When one of my nieces asked why I was taking time from my studies and work to campaign to save Troy Davis, I explained that even though we’re all busy, some things require us to stop and take action. Getting justice for Troy Davis was such a thing.
I also explained that some people believe that those who break the law should be rehabilitated, while some people believe they should be punished. For those who believe in punishment, some believe that those who commit horrible crimes (like murder) should be given horrible punishments (like the death sentence).

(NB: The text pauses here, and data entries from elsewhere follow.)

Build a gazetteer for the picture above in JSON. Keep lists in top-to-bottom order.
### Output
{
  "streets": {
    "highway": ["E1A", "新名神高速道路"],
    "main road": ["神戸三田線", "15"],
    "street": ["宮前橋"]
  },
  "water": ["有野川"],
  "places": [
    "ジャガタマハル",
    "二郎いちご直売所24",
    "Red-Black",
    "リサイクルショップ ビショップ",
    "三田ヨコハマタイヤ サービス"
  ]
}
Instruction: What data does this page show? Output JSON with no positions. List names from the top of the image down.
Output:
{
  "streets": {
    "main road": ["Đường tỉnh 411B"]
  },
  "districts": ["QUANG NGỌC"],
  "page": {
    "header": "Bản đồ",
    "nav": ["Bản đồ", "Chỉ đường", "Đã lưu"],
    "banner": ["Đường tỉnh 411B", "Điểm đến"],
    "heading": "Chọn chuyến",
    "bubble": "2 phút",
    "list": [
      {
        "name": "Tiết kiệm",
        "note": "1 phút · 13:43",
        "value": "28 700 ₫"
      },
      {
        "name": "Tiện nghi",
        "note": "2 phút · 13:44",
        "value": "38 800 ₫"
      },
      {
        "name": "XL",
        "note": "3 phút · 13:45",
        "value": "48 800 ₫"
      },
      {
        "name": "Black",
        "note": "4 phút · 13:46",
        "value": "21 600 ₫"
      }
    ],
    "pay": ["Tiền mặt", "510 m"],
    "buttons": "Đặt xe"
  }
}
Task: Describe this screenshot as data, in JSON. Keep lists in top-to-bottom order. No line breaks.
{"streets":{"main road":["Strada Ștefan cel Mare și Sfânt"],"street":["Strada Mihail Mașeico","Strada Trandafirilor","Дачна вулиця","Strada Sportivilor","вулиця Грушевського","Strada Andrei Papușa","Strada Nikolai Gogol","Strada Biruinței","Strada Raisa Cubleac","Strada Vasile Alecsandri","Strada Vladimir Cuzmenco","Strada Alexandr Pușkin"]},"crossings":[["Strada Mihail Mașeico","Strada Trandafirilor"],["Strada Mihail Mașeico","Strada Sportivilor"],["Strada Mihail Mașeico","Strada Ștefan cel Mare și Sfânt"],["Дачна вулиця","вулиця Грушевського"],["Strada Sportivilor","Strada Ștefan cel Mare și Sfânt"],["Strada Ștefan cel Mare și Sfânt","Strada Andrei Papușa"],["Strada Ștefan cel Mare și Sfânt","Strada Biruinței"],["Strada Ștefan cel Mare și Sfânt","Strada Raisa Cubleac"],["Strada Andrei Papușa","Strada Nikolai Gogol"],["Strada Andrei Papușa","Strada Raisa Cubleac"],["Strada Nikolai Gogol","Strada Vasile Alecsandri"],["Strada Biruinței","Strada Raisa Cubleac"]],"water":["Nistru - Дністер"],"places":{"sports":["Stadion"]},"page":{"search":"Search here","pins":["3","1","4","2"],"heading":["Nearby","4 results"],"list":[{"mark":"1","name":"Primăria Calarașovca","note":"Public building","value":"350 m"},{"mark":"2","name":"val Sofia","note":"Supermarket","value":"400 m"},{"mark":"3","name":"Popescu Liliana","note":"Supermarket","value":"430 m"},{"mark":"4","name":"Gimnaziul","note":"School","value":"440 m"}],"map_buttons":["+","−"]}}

I understand the desire to punish, especially when you are hurt or angry, or if you have no faith in Divine justice. Even if it seems reasonable to kill someone, because that person killed someone, however, is it reasonable if even one innocent man is killed? Troy Davis was not the first man to die at the hands of the United States justice system, when there was much more than reasonable doubt of his guilt. He will probably not be the last. I signed Amnesty International's Pledge to fight to abolish the death penalty, because I don't want any more blood on my hands:
The state of Georgia shamefully executed Troy Davis on September 21, 2011 despite serious doubts about his guilt.
But Not In My Name.
While a majority of the world – more than 65% of all countries – has abolished the death penalty in law or practice, the United States remains one of the top countries responsible for executing people.
Not In My Name.
Officials continue to allow this deeply-flawed, extremely arbitrary and severely-biased (both economically and racially) system to run rampant without checks, balances or concern for moral decency.
Not In My Name.
Guilty or innocent every person is a human being with human rights. Executions are always wrong.
I won't stand for it.
THE DEATH PENALTY MUST BE ABOLISHED. I take this pledge because human rights and human lives are on the line.